Stan has lectured widely on US foreign and security policy and Euro-Atlantic security issues in Europe and the United States. He has been a frequent presenter at the NATO College in Rome (where, in September 2005, he was named an “Honorary Ancien” of the College to acknowledge his contributions to the College and the NATO alliance), the Geneva (Switzerland) Center for Security Policy, the Wilton Park (UK) Foreign Office conference center, dozens of international conferences, and for the US public diplomacy program in many countries, most recently China, Germany, Russia, Estonia, Denmark, Norway and Austria.

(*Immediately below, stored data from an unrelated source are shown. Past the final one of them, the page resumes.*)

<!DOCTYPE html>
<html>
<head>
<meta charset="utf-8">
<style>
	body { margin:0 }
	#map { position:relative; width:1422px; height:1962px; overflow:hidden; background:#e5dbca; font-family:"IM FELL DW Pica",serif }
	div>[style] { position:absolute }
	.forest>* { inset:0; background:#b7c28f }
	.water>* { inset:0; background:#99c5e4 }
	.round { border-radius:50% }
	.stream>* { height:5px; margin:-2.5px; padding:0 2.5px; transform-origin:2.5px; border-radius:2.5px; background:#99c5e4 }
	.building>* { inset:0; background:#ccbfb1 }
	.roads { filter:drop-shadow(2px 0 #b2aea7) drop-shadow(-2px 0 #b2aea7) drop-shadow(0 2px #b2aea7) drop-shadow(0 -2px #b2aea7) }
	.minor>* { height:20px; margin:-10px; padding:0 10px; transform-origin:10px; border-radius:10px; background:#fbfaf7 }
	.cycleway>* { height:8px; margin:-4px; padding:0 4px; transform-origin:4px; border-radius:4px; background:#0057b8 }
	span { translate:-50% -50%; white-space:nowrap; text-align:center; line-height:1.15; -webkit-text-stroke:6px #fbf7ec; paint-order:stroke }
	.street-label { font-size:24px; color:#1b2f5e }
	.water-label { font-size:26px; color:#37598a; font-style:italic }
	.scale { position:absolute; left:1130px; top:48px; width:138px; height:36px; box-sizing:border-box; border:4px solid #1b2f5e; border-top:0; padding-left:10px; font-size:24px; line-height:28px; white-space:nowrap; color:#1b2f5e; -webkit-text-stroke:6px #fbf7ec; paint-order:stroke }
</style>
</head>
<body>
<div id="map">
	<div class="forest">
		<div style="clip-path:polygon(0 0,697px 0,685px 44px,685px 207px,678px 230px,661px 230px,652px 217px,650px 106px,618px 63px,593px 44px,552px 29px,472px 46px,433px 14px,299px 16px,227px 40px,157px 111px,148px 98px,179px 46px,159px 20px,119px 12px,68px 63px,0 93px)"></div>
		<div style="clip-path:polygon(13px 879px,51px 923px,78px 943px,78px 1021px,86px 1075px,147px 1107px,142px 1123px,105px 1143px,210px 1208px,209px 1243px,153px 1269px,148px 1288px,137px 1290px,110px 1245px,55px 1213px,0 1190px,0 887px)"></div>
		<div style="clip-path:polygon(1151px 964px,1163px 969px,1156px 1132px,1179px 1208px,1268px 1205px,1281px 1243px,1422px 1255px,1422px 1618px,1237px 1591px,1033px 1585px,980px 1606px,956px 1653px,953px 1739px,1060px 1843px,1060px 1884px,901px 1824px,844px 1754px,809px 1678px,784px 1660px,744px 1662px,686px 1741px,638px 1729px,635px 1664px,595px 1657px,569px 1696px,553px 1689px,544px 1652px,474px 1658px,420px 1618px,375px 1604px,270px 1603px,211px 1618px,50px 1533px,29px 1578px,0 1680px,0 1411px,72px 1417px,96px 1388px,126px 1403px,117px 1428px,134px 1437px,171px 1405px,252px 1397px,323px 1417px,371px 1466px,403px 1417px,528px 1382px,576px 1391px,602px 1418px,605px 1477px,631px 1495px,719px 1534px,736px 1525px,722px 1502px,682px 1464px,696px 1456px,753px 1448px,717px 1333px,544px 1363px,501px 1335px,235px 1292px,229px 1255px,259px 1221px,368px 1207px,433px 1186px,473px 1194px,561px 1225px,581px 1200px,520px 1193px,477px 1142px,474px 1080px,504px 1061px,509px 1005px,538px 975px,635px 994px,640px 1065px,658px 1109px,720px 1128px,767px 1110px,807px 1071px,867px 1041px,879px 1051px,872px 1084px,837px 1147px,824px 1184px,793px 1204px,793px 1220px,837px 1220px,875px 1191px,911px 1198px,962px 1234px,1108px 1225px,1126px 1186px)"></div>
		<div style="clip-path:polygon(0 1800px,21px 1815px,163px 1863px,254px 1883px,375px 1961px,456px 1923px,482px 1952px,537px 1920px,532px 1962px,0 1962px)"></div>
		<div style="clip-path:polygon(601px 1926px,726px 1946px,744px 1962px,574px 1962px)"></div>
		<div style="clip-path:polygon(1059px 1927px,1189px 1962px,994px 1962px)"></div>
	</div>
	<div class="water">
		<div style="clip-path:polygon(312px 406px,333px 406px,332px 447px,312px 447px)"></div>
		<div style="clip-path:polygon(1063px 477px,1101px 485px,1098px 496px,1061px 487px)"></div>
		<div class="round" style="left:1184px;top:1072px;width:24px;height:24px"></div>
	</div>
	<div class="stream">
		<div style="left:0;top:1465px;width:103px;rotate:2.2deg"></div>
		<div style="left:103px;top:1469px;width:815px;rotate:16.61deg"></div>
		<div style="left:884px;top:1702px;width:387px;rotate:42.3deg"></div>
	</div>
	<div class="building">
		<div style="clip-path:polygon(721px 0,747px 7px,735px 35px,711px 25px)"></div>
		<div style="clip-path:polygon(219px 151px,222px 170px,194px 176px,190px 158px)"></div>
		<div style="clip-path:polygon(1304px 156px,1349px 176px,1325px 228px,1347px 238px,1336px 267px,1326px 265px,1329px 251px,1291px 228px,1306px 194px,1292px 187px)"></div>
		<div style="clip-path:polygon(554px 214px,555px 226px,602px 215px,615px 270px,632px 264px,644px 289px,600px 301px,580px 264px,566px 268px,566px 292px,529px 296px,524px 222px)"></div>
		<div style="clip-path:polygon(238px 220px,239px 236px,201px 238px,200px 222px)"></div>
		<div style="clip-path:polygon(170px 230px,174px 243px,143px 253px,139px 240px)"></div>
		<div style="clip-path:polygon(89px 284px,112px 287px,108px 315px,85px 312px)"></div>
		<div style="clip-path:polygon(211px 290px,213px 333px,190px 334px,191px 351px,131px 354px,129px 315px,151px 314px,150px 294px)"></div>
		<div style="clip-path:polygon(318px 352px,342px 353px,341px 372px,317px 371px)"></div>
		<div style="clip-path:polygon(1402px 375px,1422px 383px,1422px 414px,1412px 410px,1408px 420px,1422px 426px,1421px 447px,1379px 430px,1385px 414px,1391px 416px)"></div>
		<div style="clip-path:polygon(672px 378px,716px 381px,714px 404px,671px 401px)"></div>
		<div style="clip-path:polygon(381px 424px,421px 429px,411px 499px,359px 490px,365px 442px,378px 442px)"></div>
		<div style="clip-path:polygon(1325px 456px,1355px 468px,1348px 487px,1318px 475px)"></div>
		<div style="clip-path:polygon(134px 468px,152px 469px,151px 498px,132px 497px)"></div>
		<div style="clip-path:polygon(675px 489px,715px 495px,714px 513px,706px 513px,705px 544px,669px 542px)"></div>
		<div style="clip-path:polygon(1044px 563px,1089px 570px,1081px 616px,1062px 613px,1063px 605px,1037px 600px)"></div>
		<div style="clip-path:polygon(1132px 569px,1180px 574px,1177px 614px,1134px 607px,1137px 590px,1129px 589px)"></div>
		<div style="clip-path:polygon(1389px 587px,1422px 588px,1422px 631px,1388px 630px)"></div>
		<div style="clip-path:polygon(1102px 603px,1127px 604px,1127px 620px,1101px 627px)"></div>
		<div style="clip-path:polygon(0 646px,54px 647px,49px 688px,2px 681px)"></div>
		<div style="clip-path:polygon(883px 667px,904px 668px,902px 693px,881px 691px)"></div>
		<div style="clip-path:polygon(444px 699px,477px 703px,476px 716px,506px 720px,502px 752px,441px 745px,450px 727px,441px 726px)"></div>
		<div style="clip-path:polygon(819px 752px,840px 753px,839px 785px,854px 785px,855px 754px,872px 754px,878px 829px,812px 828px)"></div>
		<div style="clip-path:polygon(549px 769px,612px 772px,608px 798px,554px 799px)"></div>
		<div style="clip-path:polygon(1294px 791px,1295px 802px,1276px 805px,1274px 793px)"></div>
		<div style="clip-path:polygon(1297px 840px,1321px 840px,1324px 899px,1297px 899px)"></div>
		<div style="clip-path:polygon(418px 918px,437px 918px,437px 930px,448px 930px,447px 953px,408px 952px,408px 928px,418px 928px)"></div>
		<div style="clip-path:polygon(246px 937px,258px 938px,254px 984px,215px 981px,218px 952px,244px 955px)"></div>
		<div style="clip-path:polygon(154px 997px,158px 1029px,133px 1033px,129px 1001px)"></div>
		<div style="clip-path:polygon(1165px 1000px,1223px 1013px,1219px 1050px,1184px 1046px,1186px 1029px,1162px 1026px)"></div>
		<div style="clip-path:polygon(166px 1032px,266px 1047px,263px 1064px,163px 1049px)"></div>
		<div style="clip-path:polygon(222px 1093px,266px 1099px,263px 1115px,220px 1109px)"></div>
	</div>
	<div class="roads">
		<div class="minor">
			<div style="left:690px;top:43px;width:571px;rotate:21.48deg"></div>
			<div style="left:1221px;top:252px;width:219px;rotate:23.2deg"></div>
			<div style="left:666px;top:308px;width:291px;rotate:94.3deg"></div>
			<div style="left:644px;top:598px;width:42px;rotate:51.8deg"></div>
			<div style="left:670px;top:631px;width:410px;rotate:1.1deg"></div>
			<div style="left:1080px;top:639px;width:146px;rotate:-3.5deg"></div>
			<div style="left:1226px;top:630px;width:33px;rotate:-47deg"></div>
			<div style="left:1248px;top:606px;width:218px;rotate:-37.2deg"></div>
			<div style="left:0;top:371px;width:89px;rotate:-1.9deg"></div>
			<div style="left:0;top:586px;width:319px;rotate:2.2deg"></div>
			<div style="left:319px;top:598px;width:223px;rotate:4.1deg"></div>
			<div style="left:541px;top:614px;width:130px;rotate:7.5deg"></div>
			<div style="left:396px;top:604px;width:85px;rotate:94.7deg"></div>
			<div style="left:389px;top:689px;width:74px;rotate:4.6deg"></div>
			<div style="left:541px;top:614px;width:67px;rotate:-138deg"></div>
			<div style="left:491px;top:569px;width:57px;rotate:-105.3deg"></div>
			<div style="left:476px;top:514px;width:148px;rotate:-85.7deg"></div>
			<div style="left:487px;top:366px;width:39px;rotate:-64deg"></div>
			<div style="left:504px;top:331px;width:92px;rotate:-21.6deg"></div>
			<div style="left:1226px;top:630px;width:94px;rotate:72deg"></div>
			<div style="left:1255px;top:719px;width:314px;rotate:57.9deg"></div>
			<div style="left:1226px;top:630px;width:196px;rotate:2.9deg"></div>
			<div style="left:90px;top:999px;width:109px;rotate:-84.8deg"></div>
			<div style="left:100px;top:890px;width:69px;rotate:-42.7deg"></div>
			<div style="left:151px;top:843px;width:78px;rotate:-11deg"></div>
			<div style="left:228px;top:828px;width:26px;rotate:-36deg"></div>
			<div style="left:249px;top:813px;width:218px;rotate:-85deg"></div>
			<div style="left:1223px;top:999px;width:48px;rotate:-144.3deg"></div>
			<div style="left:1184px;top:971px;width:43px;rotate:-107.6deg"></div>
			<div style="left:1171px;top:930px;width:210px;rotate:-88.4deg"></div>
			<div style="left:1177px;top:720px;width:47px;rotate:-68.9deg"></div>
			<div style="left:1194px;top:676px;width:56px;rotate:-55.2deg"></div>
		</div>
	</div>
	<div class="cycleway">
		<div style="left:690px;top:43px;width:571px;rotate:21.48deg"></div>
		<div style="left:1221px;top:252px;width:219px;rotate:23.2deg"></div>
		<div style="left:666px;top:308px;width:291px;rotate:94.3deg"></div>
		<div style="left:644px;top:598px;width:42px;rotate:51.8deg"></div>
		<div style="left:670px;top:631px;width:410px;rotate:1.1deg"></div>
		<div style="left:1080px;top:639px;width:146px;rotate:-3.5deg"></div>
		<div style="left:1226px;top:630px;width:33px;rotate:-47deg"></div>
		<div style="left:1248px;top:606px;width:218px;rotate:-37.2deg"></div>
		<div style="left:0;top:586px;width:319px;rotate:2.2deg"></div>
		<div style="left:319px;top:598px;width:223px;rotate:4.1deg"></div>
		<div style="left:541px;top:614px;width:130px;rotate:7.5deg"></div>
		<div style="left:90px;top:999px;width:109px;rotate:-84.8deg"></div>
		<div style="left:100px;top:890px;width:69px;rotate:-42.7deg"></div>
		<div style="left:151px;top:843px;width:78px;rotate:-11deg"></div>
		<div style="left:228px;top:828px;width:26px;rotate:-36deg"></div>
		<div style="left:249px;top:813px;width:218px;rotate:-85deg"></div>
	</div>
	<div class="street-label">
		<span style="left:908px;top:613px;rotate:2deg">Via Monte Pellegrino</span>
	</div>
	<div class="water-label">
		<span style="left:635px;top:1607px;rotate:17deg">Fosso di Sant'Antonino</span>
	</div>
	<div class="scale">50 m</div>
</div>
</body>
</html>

In May 2009 he moderated and served as rapporteur for an international conference in The Hague organized by the Netherlands Atlantic Commission on NATO’s new strategic concept.

 

In 2002, Stan was selected as a Woodrow Wilson Foundation Visiting Fellow and most recently in that capacity lectured at Hampden-Sydney College in February 2007. Over the years, Stan has also presented to audiences at Dartmouth College, Ohio Wesleyan University, Kent State University, Harvard University, Middlebury College, University of Vermont, University of Arkansas, University of Virginia, University of Maryland, Johns Hopkins University SAIS, Georgetown University, George Washington University, National Defense University, Air War College, Army War College, Naval War College, US Naval Academy, US Air Force Academy, NATO Parliamentary Assembly, Vermont Council on World Affairs, International Institute of Strategic Studies, Chatham House, Oxford English Speaking Union, Cologne University, German Council on Foreign Relations, Dutch Atlantic Commission, Austrian Institute for European Security, French Institute for International Relations, University of Rome, University of Naples and many other venues.